▶ **What you need to do**: Copy exactly, from the beginning of the material below, every line up to and including the one holding "position:relative; width:1739px; height:1443px;", with the pictures left out.

┌──

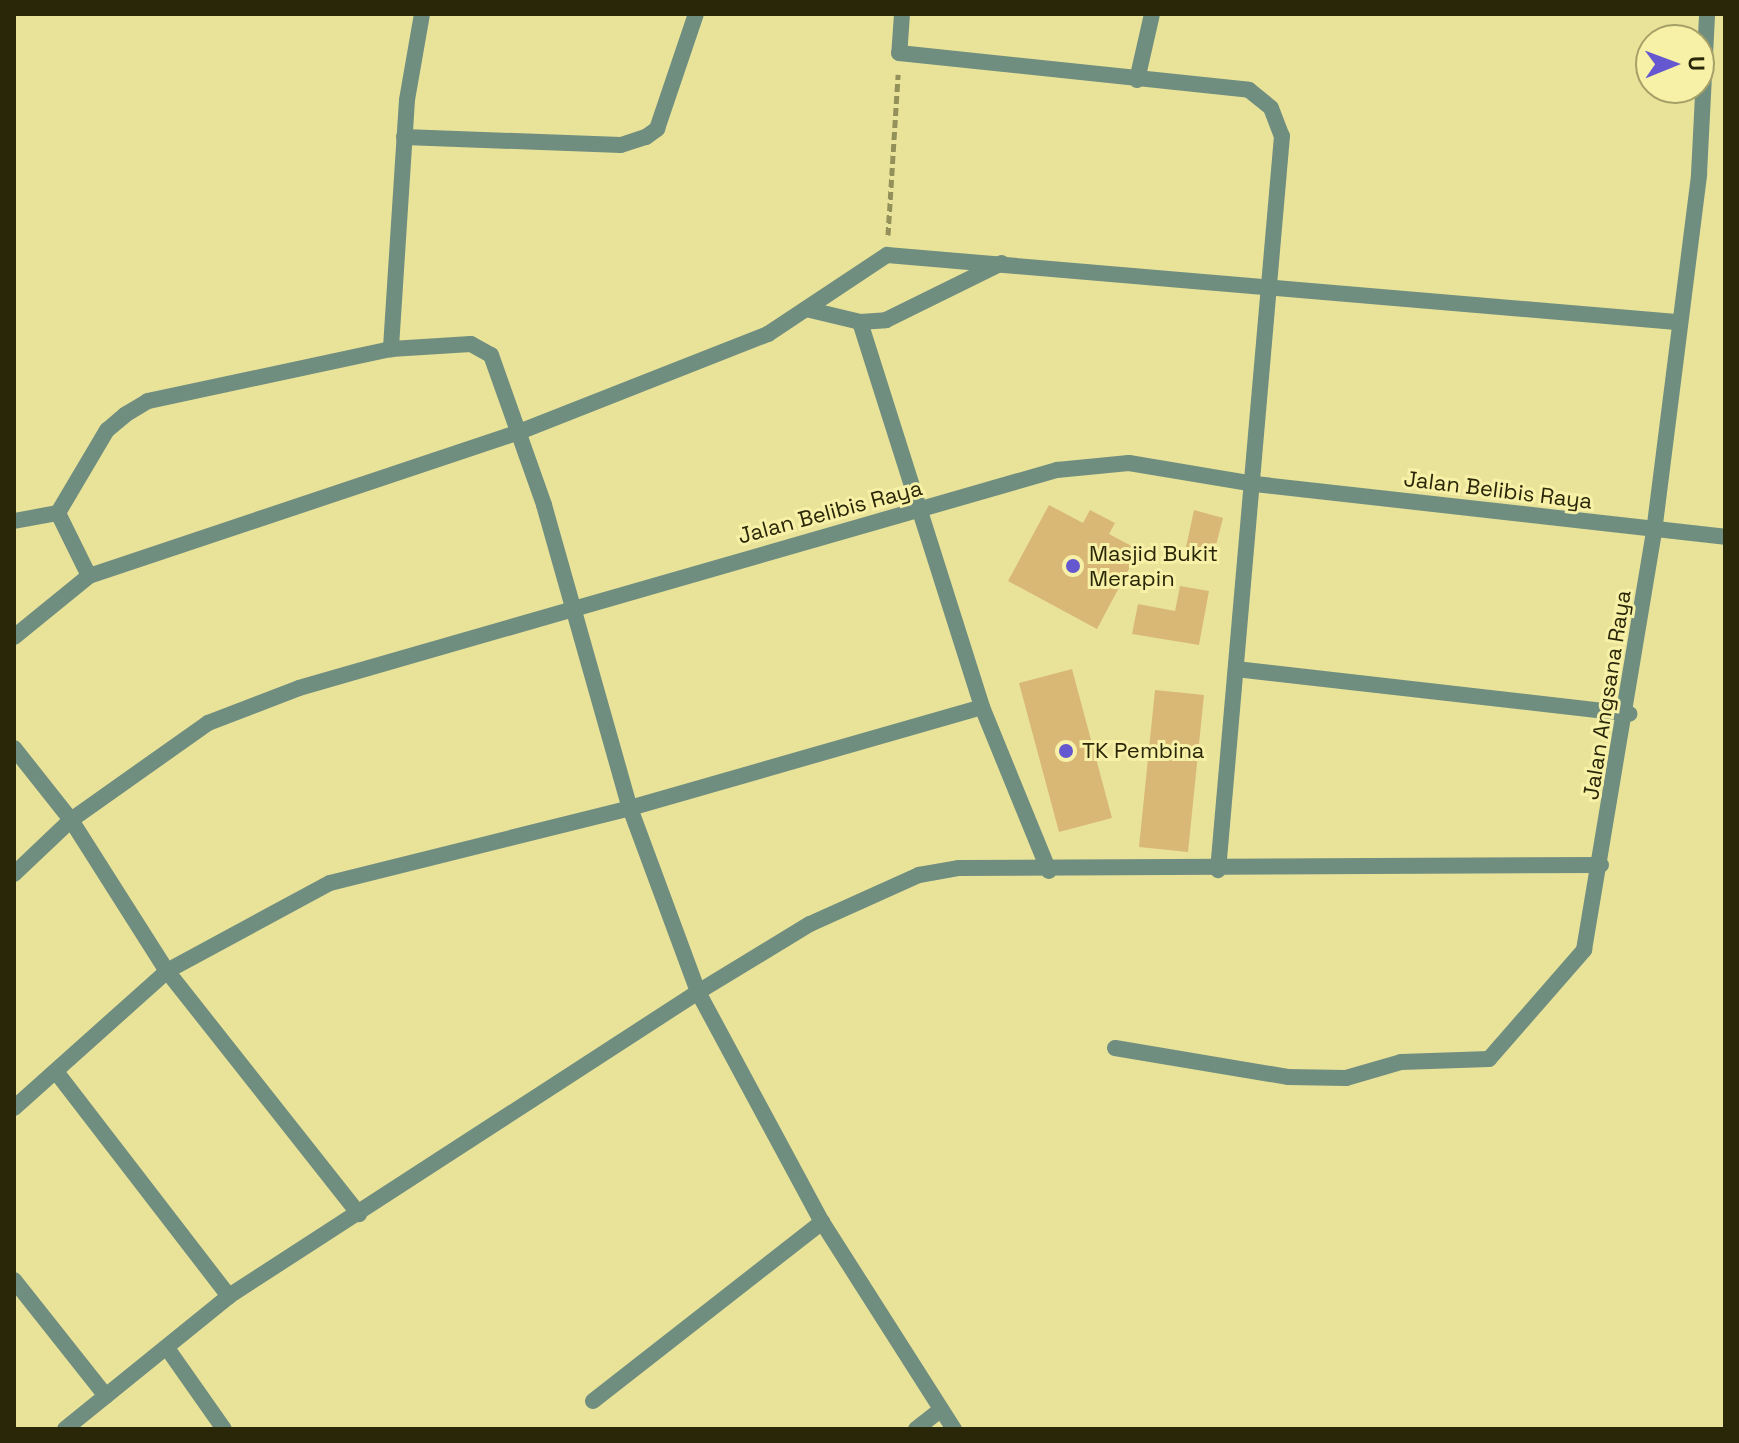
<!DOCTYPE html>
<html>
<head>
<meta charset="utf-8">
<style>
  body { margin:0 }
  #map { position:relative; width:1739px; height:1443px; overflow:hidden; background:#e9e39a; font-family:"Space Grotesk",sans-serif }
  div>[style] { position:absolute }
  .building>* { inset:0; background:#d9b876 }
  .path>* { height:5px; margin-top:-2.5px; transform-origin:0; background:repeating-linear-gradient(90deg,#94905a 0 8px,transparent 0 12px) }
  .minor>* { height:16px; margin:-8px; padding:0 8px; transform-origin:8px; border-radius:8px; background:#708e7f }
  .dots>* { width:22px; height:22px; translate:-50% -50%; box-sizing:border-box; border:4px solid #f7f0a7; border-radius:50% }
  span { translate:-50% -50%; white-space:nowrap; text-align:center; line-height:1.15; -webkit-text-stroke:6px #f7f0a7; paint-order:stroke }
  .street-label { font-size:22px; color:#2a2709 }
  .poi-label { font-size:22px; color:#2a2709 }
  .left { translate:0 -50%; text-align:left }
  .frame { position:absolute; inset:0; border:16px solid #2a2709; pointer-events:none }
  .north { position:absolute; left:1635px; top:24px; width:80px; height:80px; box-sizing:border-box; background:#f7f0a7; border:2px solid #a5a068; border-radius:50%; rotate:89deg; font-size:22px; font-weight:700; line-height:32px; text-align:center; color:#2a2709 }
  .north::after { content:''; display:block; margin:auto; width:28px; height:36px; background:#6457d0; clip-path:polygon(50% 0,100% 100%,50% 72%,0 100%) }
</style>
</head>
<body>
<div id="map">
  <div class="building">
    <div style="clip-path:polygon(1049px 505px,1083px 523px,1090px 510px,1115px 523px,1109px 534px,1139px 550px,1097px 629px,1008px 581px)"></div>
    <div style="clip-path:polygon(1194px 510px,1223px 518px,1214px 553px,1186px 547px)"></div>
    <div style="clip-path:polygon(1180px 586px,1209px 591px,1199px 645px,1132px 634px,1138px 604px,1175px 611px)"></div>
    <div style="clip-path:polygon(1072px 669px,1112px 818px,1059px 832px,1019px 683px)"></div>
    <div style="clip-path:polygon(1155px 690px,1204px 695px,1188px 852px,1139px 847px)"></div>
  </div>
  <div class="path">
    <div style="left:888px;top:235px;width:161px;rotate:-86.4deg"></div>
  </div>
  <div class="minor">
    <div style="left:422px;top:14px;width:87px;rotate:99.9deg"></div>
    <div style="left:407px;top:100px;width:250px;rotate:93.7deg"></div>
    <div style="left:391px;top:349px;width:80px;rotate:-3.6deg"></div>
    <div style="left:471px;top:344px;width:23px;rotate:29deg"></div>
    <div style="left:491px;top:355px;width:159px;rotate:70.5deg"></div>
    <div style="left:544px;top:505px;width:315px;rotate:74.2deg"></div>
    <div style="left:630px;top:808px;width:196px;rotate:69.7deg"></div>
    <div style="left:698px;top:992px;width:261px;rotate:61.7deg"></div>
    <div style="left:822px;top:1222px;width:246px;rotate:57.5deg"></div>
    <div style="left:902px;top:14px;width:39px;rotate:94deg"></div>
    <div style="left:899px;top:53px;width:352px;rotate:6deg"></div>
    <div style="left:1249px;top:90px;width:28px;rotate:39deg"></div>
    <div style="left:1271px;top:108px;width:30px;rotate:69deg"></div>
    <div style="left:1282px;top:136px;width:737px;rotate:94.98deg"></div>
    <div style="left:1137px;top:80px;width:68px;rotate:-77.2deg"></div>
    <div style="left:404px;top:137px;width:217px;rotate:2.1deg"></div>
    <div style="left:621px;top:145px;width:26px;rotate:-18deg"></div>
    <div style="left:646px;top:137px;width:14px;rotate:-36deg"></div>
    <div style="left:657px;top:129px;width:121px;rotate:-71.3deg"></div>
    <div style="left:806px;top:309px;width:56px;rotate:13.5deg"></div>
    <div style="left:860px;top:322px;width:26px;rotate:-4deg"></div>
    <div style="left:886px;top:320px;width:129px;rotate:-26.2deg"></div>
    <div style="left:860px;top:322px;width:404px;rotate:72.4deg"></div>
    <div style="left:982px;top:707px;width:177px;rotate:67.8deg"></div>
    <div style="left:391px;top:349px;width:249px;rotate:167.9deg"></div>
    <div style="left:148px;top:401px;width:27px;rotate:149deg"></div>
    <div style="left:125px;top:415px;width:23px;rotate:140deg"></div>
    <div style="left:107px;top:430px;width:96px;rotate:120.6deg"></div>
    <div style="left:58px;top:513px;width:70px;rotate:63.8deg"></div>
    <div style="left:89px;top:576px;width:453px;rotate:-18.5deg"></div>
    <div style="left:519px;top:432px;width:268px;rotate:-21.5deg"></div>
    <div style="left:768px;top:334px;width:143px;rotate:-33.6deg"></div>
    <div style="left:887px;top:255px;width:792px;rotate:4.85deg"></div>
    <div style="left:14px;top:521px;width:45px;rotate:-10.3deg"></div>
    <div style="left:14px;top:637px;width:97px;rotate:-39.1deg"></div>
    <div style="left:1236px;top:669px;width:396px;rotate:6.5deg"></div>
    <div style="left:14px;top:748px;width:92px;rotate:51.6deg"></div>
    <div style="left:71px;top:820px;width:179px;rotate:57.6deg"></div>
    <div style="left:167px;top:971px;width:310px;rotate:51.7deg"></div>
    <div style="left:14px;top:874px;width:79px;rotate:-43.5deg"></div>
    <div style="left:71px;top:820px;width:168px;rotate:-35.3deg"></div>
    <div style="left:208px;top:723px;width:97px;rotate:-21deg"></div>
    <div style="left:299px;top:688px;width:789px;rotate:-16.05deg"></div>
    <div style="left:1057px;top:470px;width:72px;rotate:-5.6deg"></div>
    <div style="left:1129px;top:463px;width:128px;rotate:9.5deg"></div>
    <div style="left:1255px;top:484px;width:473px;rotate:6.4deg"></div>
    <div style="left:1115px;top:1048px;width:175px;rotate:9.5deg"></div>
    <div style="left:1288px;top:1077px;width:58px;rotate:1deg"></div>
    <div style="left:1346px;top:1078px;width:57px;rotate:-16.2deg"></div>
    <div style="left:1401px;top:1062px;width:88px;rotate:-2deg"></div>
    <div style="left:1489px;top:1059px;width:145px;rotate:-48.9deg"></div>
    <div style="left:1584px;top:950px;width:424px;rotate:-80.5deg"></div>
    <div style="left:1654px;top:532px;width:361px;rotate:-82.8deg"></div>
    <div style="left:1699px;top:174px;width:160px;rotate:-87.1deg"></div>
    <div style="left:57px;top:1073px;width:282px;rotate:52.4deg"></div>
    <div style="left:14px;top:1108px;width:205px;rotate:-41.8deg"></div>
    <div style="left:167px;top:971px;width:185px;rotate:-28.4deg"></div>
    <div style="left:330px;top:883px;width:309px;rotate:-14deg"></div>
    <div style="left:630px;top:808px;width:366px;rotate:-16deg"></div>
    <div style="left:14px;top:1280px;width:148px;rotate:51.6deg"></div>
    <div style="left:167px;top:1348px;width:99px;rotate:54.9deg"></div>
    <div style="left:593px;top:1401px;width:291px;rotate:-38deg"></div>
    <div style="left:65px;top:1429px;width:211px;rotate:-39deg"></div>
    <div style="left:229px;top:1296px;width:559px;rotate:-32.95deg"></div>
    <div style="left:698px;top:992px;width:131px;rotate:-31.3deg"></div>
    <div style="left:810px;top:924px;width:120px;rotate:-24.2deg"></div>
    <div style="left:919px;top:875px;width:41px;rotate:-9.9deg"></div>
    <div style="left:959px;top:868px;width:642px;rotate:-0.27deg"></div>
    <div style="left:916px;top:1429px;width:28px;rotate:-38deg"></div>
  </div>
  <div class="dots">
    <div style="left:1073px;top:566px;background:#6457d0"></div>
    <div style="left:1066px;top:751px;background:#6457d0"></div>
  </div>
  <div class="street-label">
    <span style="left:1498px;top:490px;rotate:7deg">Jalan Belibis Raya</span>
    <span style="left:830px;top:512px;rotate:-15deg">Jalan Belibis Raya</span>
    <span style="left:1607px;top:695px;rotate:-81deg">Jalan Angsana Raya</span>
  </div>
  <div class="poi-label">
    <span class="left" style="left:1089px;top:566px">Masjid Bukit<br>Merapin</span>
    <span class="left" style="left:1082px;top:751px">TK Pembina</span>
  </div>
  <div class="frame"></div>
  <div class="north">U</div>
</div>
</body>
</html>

└──

▶ **Answer to this problem**:
<!DOCTYPE html>
<html>
<head>
<meta charset="utf-8">
<style>
  body { margin:0 }
  #map { position:relative; width:1739px; height:1443px; overflow:hidden; background:#e9e39a; font-family:"Space Grotesk",sans-serif }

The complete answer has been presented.